Another reason I pooped out on writing at the end of October has to do with my partner and his Diabolical Plan.
See, my partner came to me and said, “I really want to start going to the gym in the morning before work. And that’s really hard to do. It would work a lot better if you came with me.” *puppy dog eyes*
When I told my friend this, she said, “Did you punch him in his mouth?”
Mournful, I said, “No. I went to the gym.”
Readers, it sucks. This is how you know I love this guy: I have never worked out at a gym in my life. And now I am doing it multiple times a week. I bought a membership. I’ve tried out various machines and even the saline pool. Ugh ugh ugh. I hate gyms.
Fortunately, it was the day AFTER this conversation with my partner that my doctor called and said my triglycerides were too high, and that I needed to cut back on pasta (possibly more on this later but possibly not), as well as to “get aggressive” with diet and exercise. I had a little moment — ok, hours — where I pouted on the couch and then cried about losing all the good food in my life. Don’t tell my mom.
My partner has been very encouraging and proud of me. He even bought me a gift: a heart-rate monitor. Gee.
We don’t talk in the morning on the way out the door. Putting on shoes is the limit of what I can manage at 6:30am. He knows I will cut him if he tries for more interaction. And I tend to feel queasy at that hour.
Getting up at 6:15am almost every day? I don’t think I’ve ever been so grumpy (hello, rumblings!) as I’ve been the past week or two.

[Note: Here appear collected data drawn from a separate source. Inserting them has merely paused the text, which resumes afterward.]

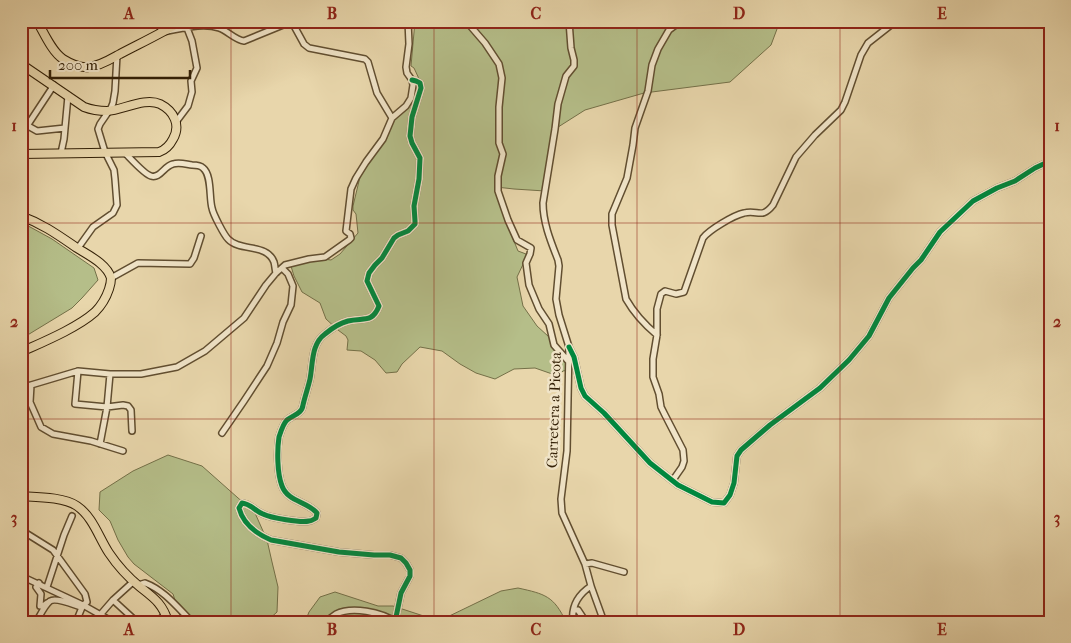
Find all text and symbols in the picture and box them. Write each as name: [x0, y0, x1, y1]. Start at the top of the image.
text: A: [123, 4, 135, 23]
text: B: [327, 4, 337, 23]
text: C: [531, 4, 542, 23]
text: D: [733, 4, 745, 23]
text: E: [937, 4, 947, 23]
scale bar: [50, 48, 190, 80]
text: 200 m: [58, 56, 98, 74]
text: 1: [11, 116, 17, 135]
text: 1: [1054, 116, 1060, 135]
text: 2: [10, 312, 18, 331]
text: 2: [1053, 312, 1061, 331]
street label: Carretera a Picota: [543, 350, 565, 468]
text: 3: [11, 508, 17, 528]
text: 3: [1054, 508, 1060, 528]
text: A: [123, 620, 135, 639]
text: B: [327, 620, 337, 639]
text: C: [531, 620, 542, 639]
text: D: [733, 620, 745, 639]
text: E: [937, 620, 947, 639]

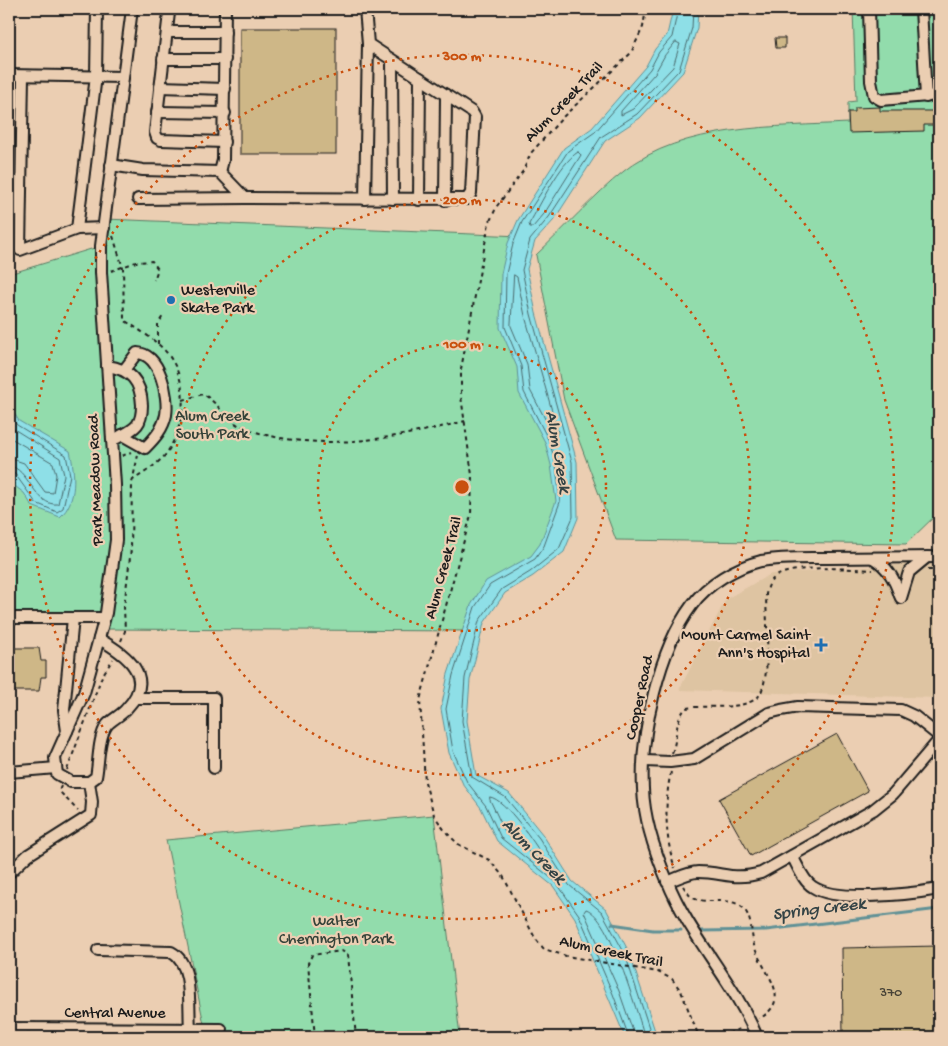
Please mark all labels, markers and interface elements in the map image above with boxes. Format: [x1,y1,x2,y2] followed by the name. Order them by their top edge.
[441,48,482,66] text: 300 m
[522,59,608,147] street label: Alum Creek Trail
[443,192,482,210] text: 200 m
[181,282,256,319] place label: Westerville Skate Park
[165,294,177,306] marker: Westerville Skate Park
[442,336,481,354] text: 100 m
[175,408,251,445] park label: Alum Creek South Park
[539,409,575,497] water label: Alum Creek
[85,412,109,547] street label: Park Meadow Road
[453,478,471,496] centre of rings
[422,515,468,621] street label: Alum Creek Trail
[681,627,811,664] place label: Mount Carmel Saint Ann's Hospital
[814,638,828,652] marker: Mount Carmel Saint Ann's Hospital
[623,652,660,742] street label: Cooper Road
[497,815,571,890] water label: Alum Creek
[771,894,869,926] water label: Spring Creek
[279,913,395,950] park label: Walter Cherrington Park
[558,933,664,973] street label: Alum Creek Trail
[879,985,902,1002] house number: 370
[64,1005,166,1024] street label: Central Avenue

And yes I am sleeping. And trying to eat well or at least better, but that’s infinitely hard. Most of the time I am fueled by hatred of the world. I don’t hate my partner, but I do hate the world.

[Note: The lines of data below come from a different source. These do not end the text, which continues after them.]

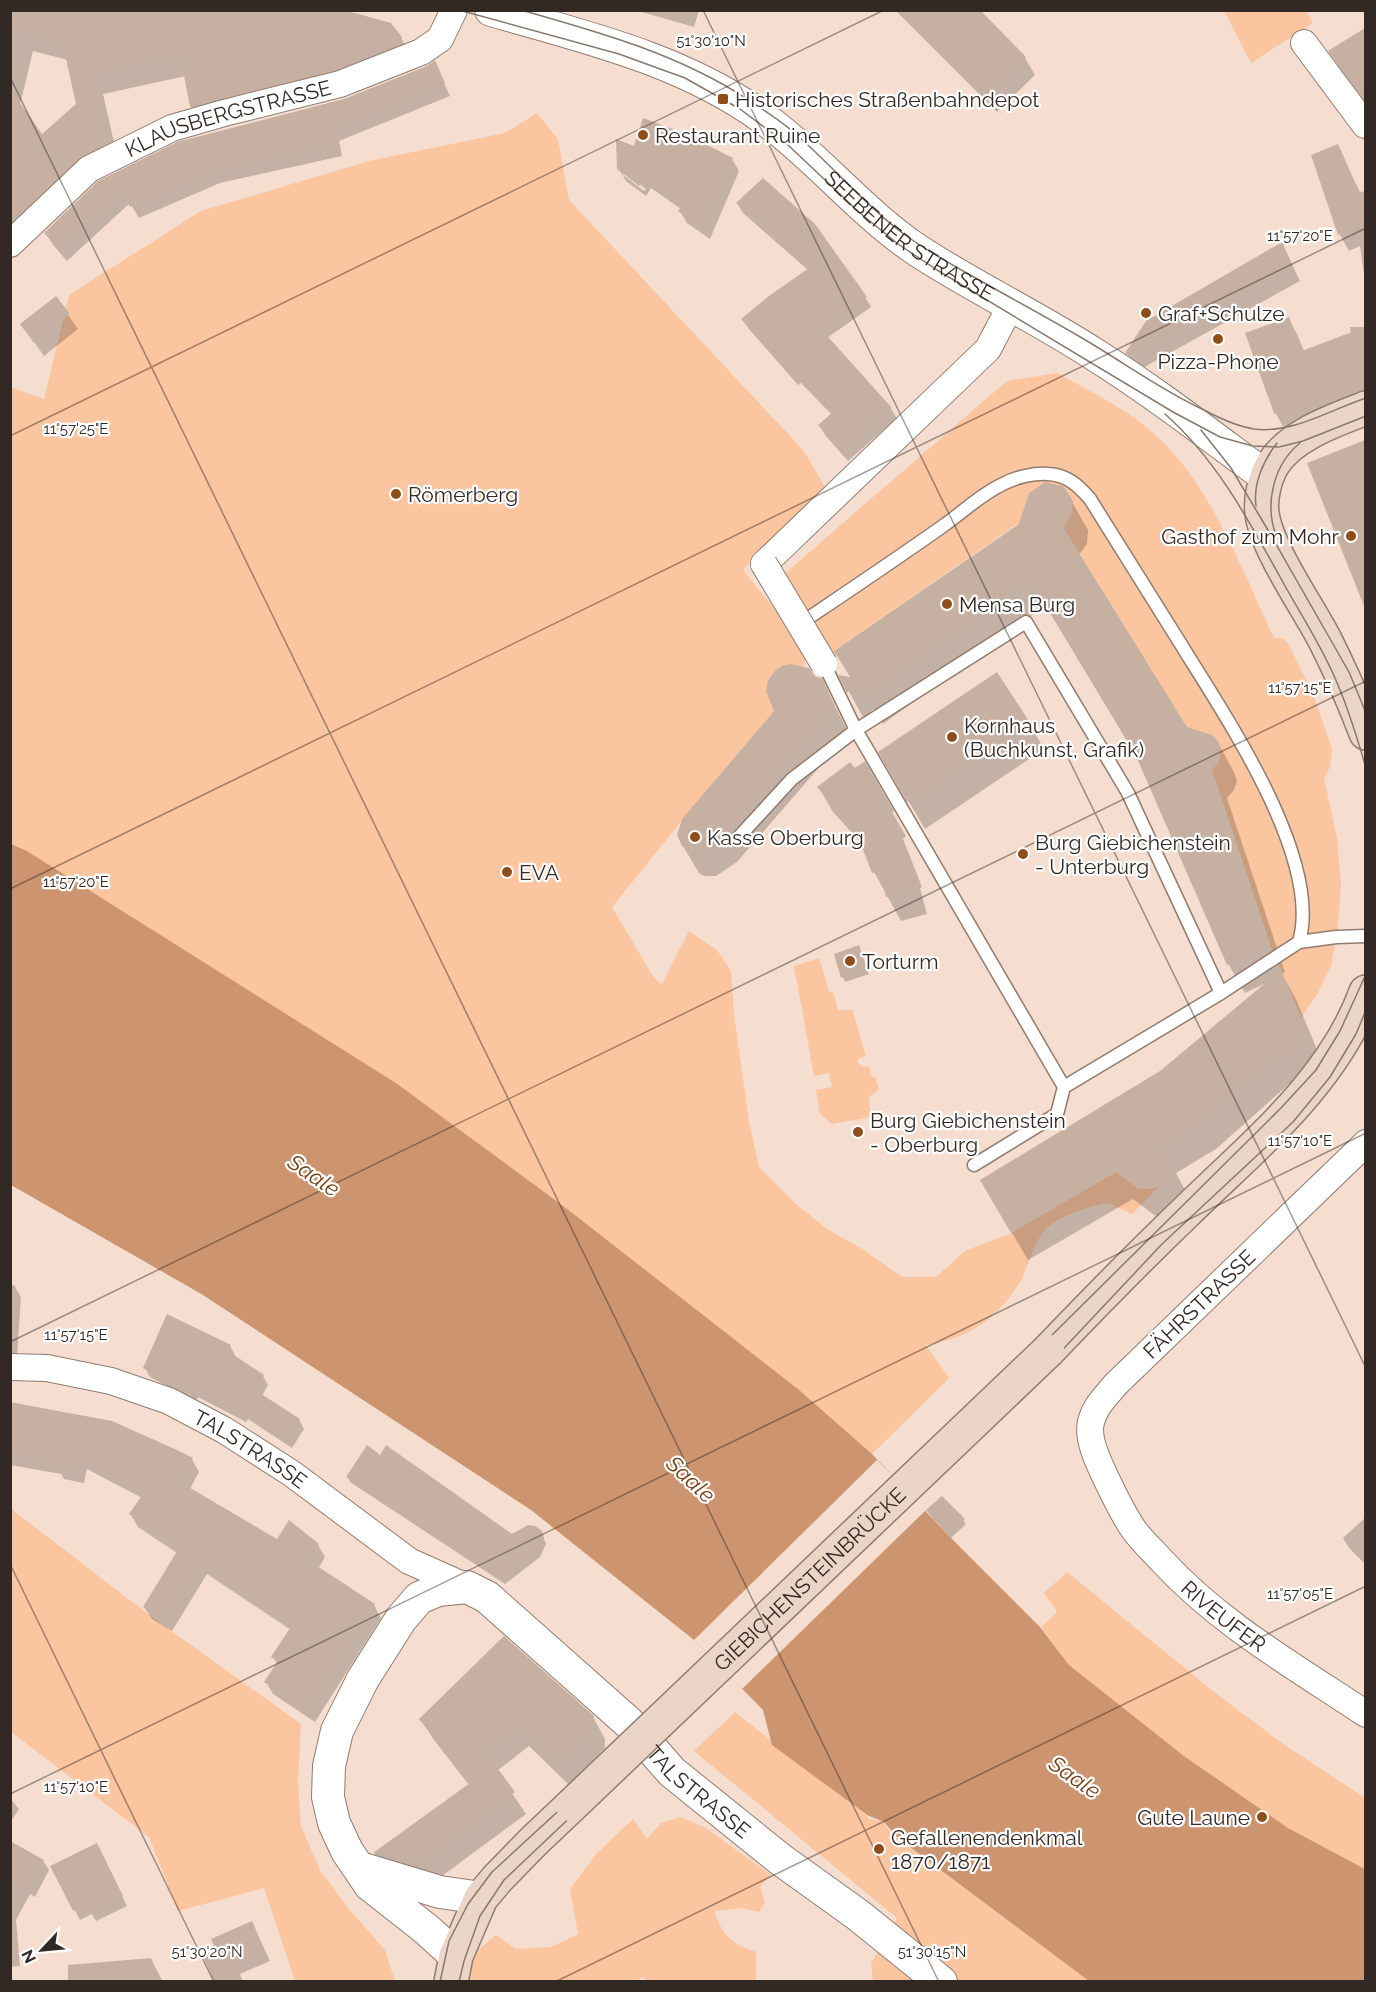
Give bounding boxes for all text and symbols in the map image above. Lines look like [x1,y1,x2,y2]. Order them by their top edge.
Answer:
text: 51°30'10"N [676,32,746,50]
street label: KLAUSBERGSTRASSE [121,74,334,162]
place label: Historisches Straßenbahndepot [735,87,1039,112]
marker: Historisches Straßenbahndepot [716,92,730,106]
place label: Restaurant Ruine [655,123,820,148]
marker: Restaurant Ruine [636,128,650,142]
street label: SEEBENER STRASSE [820,165,999,306]
text: 11°57'20"E [1267,227,1333,245]
place label: Graf+Schulze [1158,301,1285,326]
marker: Graf+Schulze [1139,306,1153,320]
marker: Pizza-Phone [1211,332,1225,346]
place label: Pizza-Phone [1158,349,1278,374]
text: 11°57'25"E [44,420,108,438]
place label: Römerberg [408,482,518,507]
marker: Römerberg [389,487,403,501]
place label: Gasthof zum Mohr [1161,524,1340,549]
marker: Gasthof zum Mohr [1344,529,1358,543]
place label: Mensa Burg [959,592,1075,617]
marker: Mensa Burg [940,597,954,611]
text: 11°57'15"E [1268,679,1332,697]
place label: Kornhaus (Buchkunst, Grafik) [964,713,1144,762]
marker: Kornhaus (Buchkunst, Grafik) [945,730,959,744]
place label: Kasse Oberburg [707,825,864,850]
marker: Kasse Oberburg [688,830,702,844]
place label: Burg Giebichenstein - Unterburg [1035,830,1231,879]
marker: Burg Giebichenstein - Unterburg [1016,847,1030,861]
place label: EVA [519,860,559,885]
marker: EVA [500,865,514,879]
text: 11°57'20"E [43,873,109,891]
place label: Torturm [862,949,939,974]
marker: Torturm [843,954,857,968]
place label: Burg Giebichenstein - Oberburg [870,1108,1066,1157]
marker: Burg Giebichenstein - Oberburg [851,1125,865,1139]
text: 11°57'10"E [1268,1132,1332,1150]
water label: Saale [282,1148,345,1202]
street label: FÄHRSTRASSE [1138,1244,1260,1364]
text: 11°57'15"E [44,1326,108,1344]
street label: TALSTRASSE [189,1404,312,1493]
water label: Saale [661,1449,721,1508]
street label: GIEBICHENSTEINBRÜCKE [708,1481,910,1676]
street label: RIVEUFER [1176,1575,1271,1657]
text: 11°57'05"E [1267,1585,1333,1603]
street label: TALSTRASSE [642,1740,756,1843]
water label: Saale [1044,1750,1106,1804]
text: 11°57'10"E [44,1778,108,1796]
place label: Gute Laune [1137,1805,1250,1830]
marker: Gute Laune [1255,1810,1269,1824]
place label: Gefallenendenkmal 1870/1871 [891,1825,1083,1874]
marker: Gefallenendenkmal 1870/1871 [872,1842,886,1856]
north arrow [12,1920,72,1980]
text: 51°30'20"N [172,1943,242,1961]
text: 51°30'15"N [898,1943,966,1961]
text: N [18,1947,40,1966]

Nov.: take up some form of exercise, at least 30 min per day at least 3 times per week
- fidget more.
- take the stairs at work
Report from Oct. 24 – 31st: FML. Oh god. Here is my current schedule: gym on MWTh; ride horses TuSat; rest FSu
The gym takes place at o-dark-hundred hours. I am starting slow. Today I did a 10-minute warmup on the elliptical, then got off and stretched. Then I did the elliptical some more for about 20 min at around a heart rate of 154 bpm. I hate everything about this. Though the machines do have TVs on them, so I watched a show about baby cheetahs while I sweated and hated. Awwww. Also, my partner and I are both about to take a few days off from the gym: him because he has a martial arts tournament, and me because I won’t go without him and also I am tired. Also also, eating a lot of protein is hard.
At least I enjoy riding horses and it doesn’t take place quite so early in the morning.
(Also also also, there is political shit going on at work that makes it clear just how little the university values our department and how unrespected we are around this place, but that’s another story. I am feeling quite a kinship with the chaps over at Hungover Owls.)
Nov. 2: I didn’t take the stairs in my office building but I did take the stairs in the library. Did you know that there are 8 flights of stairs to get up to my office? They are death. I am too exhausted to fidget.
GRUMPY EXERCISER DEMANDS ENCOURAGEMENT!